Гирлянды мигали жёлтым и синим. Дешёвые китайские лампочки, купленные на рынке, свисали с балок беседки, заляпанных многолетним птичьим дерьмом. Они отбрасывали на лица нервные, дрожащие тени — жёлтая, синяя, снова жёлтая, — и в этом дёрганом свете всё казалось чуть более раздетым, чем на самом деле.
Ночь дышала в затылок влажной августовской духотой. Той самой, когда рубашка липнет к лопаткам мокрой тряпкой, а вино пьётся слишком быстро и слишком легко. На столе горели три свечи в стеклянных банках, залитых воском по самое горло. Воск оплывал, стекал по стеклу мутными потёками, застывал лужицами на клеёнке. В неверном, колеблющемся свете всё выглядело грязнее и честнее, чем днём.

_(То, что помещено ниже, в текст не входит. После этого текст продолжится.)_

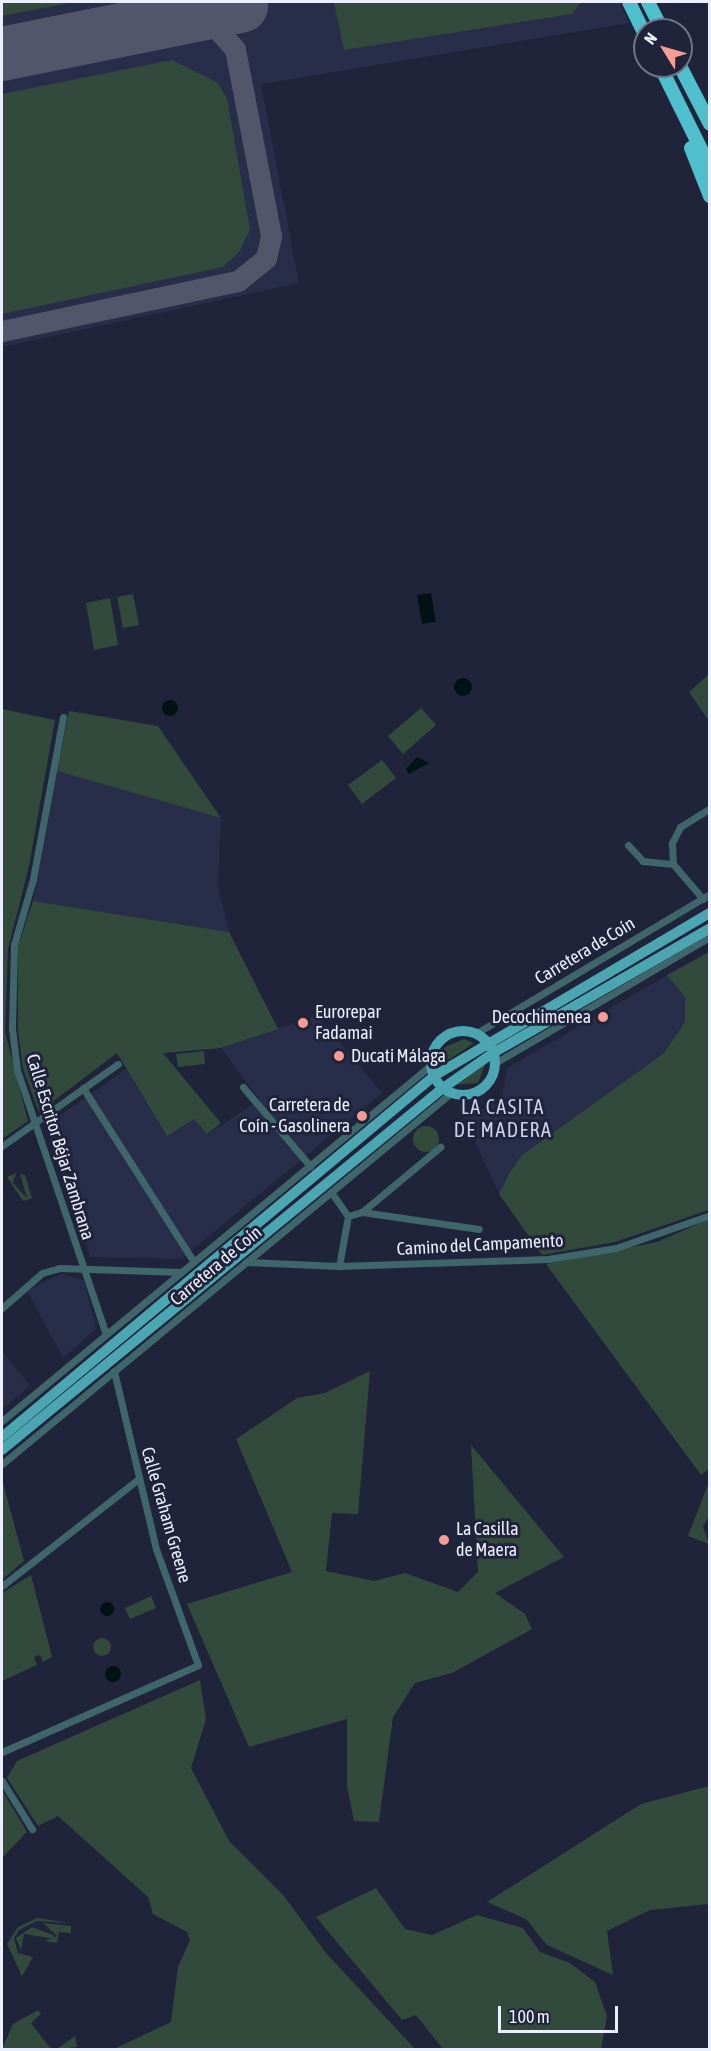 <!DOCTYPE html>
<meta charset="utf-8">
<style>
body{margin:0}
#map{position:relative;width:711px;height:2051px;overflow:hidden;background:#20243a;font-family:"Asap Condensed",sans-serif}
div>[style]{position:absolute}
.built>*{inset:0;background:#282d49}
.green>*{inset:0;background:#314a3c}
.round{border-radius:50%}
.water>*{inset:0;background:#001314}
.taxiway>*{height:21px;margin:-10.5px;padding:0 10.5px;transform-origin:10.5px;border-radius:10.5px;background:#52566a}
.runway>*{height:54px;margin:-27px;padding:0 27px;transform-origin:27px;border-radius:27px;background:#52566a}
.street>*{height:7px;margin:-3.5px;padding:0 3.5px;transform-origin:3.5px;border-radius:3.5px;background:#3e666b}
.primary>*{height:10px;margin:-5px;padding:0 5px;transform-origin:5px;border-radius:5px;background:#4ba6b1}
.primary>.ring{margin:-5px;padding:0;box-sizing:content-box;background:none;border:10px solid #4ba6b1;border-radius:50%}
.highway>*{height:14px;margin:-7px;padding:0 7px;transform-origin:7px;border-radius:7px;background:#4fbfcd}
.dots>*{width:16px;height:16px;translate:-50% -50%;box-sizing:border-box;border:3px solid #20243a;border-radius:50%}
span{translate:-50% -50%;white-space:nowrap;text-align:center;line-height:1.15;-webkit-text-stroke:6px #20243a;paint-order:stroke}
.street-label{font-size:18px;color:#ebeffe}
.poi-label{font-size:18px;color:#ebeffe}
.left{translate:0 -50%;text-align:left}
.right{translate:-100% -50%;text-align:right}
.neighbourhood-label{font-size:20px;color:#cbd1ef;letter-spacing:1.5px}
.frame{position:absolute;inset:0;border:3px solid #ebeffe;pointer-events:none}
.north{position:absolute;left:633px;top:18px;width:60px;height:60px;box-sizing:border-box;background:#20243a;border:2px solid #717588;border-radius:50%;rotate:307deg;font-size:16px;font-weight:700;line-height:24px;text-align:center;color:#ebeffe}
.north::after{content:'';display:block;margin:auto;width:21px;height:27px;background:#f59c96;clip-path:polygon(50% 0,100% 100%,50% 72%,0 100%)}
.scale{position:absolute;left:498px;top:2006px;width:120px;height:27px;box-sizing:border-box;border:3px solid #ebeffe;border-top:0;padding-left:8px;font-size:18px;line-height:21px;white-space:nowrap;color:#ebeffe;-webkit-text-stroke:4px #20243a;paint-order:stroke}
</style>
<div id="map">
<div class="built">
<div style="clip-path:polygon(2px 2px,619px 2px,629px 23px,261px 84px,299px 283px,2px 347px)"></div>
<div style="clip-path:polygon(57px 771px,221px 818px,218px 887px,229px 932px,33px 901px)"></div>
<div style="clip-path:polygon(667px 975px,685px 997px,685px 1022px,664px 1053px,544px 1139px,513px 1167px,499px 1194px,459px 1106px,483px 1109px,502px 1096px,507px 1068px)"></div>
<div style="clip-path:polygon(317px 1015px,382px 1093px,181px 1259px,90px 1257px,48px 1124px,126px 1069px,167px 1135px,194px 1119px,208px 1134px,260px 1100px,221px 1048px)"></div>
<div style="clip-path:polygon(60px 1274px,84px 1280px,96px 1329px,63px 1358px,27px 1291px)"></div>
<div style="clip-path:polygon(2px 1351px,30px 1386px,2px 1409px)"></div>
</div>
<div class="green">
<div style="clip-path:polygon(2px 2px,75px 2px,2px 16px)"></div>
<div style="clip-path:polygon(334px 2px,581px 2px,572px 14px,344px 50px)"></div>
<div style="clip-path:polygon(172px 60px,217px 82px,227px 98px,250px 230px,239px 252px,223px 267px,2px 314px,2px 94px)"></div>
<div style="clip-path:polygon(133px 594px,139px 625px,123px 628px,117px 597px)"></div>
<div style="clip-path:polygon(110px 598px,118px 645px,94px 650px,86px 603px)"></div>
<div style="clip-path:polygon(709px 674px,709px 721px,689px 692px)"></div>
<div style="clip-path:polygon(421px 708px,436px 725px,403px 754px,388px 736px)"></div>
<div style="clip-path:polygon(2px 709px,55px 720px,29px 866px,8px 949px,5px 1032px,28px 1121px,2px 1139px)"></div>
<div style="clip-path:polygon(69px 711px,158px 726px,221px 818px,57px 771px)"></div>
<div style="clip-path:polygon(382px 760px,396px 778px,362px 804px,348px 785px)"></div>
<div style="clip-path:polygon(33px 901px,229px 932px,278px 1029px,221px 1048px,163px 1053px,221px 1123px,207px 1134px,194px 1119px,167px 1136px,117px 1053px,39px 1112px,23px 1069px,18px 1031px,18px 946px)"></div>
<div style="clip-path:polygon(709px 952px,709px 1210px,615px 1242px,542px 1255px,499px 1194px,510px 1172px,522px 1155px,664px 1053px,685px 1022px,685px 997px,667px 975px)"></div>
<div style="clip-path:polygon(464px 1039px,474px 1043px,439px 1066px,445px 1047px)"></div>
<div style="clip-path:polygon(204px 1051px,205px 1064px,178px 1067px,176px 1054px)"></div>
<div style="clip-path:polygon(486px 1062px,478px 1083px,451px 1085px)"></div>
<div class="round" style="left:413px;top:1126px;width:26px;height:26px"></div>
<div style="clip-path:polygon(16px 1173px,13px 1183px,27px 1198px,20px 1174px,25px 1175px,32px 1198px,23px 1201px,7px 1177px)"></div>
<div style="clip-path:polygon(709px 1219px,710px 1468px,701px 1475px,546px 1264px,657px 1242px)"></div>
<div style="clip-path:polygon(370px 1371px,358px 1514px,332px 1513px,326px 1571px,374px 1581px,405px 1573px,458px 1592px,478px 1572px,471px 1445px,564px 1557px,495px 1593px,525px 1614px,532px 1629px,452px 1673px,415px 1683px,393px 1717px,379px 1822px,354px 1821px,347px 1786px,347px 1719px,249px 1747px,187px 1604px,292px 1572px,236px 1439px,297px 1398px,325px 1393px)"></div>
<div style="clip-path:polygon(2px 1479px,24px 1561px,2px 1580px)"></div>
<div style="clip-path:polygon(709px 1482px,709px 1515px,703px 1527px,709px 1544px,688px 1536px)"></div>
<div style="clip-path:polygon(31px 1575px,52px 1657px,43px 1662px,40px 1655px,34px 1657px,37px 1665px,2px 1681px,2px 1593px)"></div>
<div style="clip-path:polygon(151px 1596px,156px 1608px,130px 1619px,125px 1608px)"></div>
<div class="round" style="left:93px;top:1638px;width:18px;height:18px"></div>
<div style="clip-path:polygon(200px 1680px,206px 1719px,191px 1768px,229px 1841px,284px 1896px,326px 1953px,415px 2049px,114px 2049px,171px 2022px,178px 1967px,190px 1940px,187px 1932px,153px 1914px,148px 1897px,58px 1816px,38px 1826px,7px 1778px,17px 1761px)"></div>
<div style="clip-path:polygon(709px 1786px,709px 1904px,650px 1910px,607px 1931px,613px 1975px,547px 1945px,526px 1919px,487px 1902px,641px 1804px)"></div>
<div style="clip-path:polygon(2px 1790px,27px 1832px,2px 1858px)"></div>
<div style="clip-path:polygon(376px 1888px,405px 1929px,432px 1935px,477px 1915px,523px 1928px,540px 1952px,570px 1963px,595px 1982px,607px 2016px,601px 2049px,443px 2049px,416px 2015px,402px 2020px,316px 1917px)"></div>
<div style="clip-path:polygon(37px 1918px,70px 1923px,37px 1921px,19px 1930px,14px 1938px,18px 1953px,33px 1957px,22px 1976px,7px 1944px,18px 1927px)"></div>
<div style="clip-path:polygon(43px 1923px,71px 1926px,71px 1933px,59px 1932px,57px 1943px,45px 1941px,57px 1936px)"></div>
<div style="clip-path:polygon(32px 1927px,53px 1935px,55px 1939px,24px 1934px,21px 1950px,16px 1938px)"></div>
<div style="clip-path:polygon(38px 2010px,41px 2014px,31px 2023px,51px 2049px,2px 2049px,13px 2024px)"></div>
<div style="clip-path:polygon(75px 2036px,77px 2047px,57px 2049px)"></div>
</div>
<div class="water">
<div style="clip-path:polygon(431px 593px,436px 622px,422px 624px,417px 595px)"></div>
<div class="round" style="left:454px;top:678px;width:18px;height:18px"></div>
<div class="round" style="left:162px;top:700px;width:16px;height:16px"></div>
<div style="clip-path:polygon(417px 757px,429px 763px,409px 774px,406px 769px)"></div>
<div class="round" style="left:100px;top:1602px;width:14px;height:14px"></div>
<div class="round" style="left:105px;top:1666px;width:16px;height:16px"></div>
</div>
<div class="taxiway">
<div style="left:188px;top:17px;width:30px;rotate:-30deg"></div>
<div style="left:2px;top:331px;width:241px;rotate:-12deg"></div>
<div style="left:238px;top:281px;width:36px;rotate:-39deg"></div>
<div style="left:266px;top:258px;width:23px;rotate:-77deg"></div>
<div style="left:271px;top:236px;width:190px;rotate:-100.9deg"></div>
<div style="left:235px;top:49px;width:28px;rotate:-132deg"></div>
<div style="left:216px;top:28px;width:30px;rotate:-159deg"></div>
</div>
<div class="runway">
<div style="left:2px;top:54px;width:244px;rotate:-11.4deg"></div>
</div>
<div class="street">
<div style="left:63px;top:717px;width:165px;rotate:100.5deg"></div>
<div style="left:33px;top:879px;width:69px;rotate:106.1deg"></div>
<div style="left:14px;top:945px;width:84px;rotate:91.4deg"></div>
<div style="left:12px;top:1029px;width:41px;rotate:83deg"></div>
<div style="left:17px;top:1070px;width:279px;rotate:71.4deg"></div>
<div style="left:628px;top:845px;width:22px;rotate:47deg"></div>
<div style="left:643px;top:861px;width:30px;rotate:6deg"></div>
<div style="left:703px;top:899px;width:46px;rotate:-130.6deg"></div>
<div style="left:673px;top:864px;width:21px;rotate:-93deg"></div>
<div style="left:672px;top:843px;width:18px;rotate:-63deg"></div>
<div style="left:680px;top:827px;width:36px;rotate:-32deg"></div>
<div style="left:475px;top:1034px;width:274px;rotate:-30.8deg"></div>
<div style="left:495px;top:1063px;width:249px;rotate:-30.4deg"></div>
<div style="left:243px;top:1087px;width:104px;rotate:49.7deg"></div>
<div style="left:83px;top:1088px;width:206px;rotate:57.5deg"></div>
<div style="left:2px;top:1146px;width:142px;rotate:-35.3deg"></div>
<div style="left:331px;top:1192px;width:29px;rotate:55deg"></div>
<div style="left:348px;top:1216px;width:51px;rotate:100.2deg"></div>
<div style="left:362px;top:1212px;width:118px;rotate:8.3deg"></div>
<div style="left:348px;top:1216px;width:15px;rotate:-16deg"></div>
<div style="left:362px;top:1212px;width:102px;rotate:-39.8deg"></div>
<div style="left:246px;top:1262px;width:93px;rotate:2.5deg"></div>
<div style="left:339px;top:1266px;width:209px;rotate:-1.9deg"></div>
<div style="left:548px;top:1259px;width:69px;rotate:-9.2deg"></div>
<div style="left:616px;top:1248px;width:100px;rotate:-19.3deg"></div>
<div style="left:2px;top:1308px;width:53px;rotate:-41.2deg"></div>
<div style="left:42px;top:1273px;width:19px;rotate:-16deg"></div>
<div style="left:60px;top:1268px;width:121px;rotate:1.9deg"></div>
<div style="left:2px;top:1421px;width:557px;rotate:-39.69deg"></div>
<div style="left:2px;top:1464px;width:582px;rotate:-39.57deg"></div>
<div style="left:2px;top:1586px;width:172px;rotate:-38.1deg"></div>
<div style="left:2px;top:1752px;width:214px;rotate:-23.9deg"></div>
<div style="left:198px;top:1665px;width:123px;rotate:-109.9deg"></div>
<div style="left:156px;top:1549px;width:183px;rotate:-103.3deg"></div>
<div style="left:2px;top:1781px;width:57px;rotate:58deg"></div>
</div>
<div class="primary">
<div class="ring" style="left:431px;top:1031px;width:54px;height:54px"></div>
<div style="left:2px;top:1437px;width:563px;rotate:-39.88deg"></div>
<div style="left:434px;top:1076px;width:321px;rotate:-30.6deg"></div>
<div style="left:2px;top:1450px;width:571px;rotate:-39.38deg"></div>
<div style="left:443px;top:1088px;width:61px;rotate:-35deg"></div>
<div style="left:493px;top:1053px;width:250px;rotate:-29.9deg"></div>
</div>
<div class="highway">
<div style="left:629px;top:2px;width:37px;rotate:64deg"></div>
<div style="left:648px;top:2px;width:31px;rotate:63deg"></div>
<div style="left:660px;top:66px;width:113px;rotate:63.7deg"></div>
<div style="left:680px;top:66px;width:65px;rotate:62.7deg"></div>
<div style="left:691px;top:148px;width:52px;rotate:68.4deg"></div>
</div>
<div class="dots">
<div style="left:603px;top:1017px;background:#f59c96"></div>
<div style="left:303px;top:1023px;background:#f59c96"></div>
<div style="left:339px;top:1056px;background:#f59c96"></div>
<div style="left:362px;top:1116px;background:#f59c96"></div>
<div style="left:444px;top:1540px;background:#f59c96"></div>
</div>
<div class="street-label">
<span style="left:585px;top:951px;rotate:-31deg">Carretera de Coín</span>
<span style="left:60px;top:1147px;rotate:73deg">Calle Escritor Béjar Zambrana</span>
<span style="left:480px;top:1245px;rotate:-3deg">Camino del Campamento</span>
<span style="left:216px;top:1266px;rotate:-40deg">Carretera de Coín</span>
<span style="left:166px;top:1515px;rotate:74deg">Calle Graham Greene</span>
</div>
<div class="poi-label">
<span class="left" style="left:315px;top:1023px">Eurorepar<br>Fadamai</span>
<span class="right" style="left:591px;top:1017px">Decochimenea</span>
<span class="left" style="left:351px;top:1056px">Ducati Málaga</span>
<span class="right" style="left:350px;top:1116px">Carretera de<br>Coín - Gasolinera</span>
<span class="left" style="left:456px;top:1540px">La Casilla<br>de Maera</span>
</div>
<div class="neighbourhood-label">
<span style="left:503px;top:1118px">LA CASITA<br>DE MADERA</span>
</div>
<div class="frame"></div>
<div class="north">N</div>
<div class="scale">100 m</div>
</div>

Саша пил и смотрел. Ему было тридцать четыре. Он сидел напротив Насти и мысленно раздевал её уже битый час — с того самого момента, как она села за стол, поправив сарафан на груди. Этот жест — поправить бретельку — должен был прикрыть, но только подчеркнул. Сарафан был летний, тёмно-синий в мелкий белый цветочек, на тонких бретельках, которые врезались в плечи, не справляясь с тяжестью. Вырез был глубоким — слишком глубоким для дружеской пьянки вчетвером, — и когда Настя наклонялась вперёд, чтобы взять бокал или зажигалку, её сиськи ложились на стол мягкой, переполняющей чашки лифчика массой.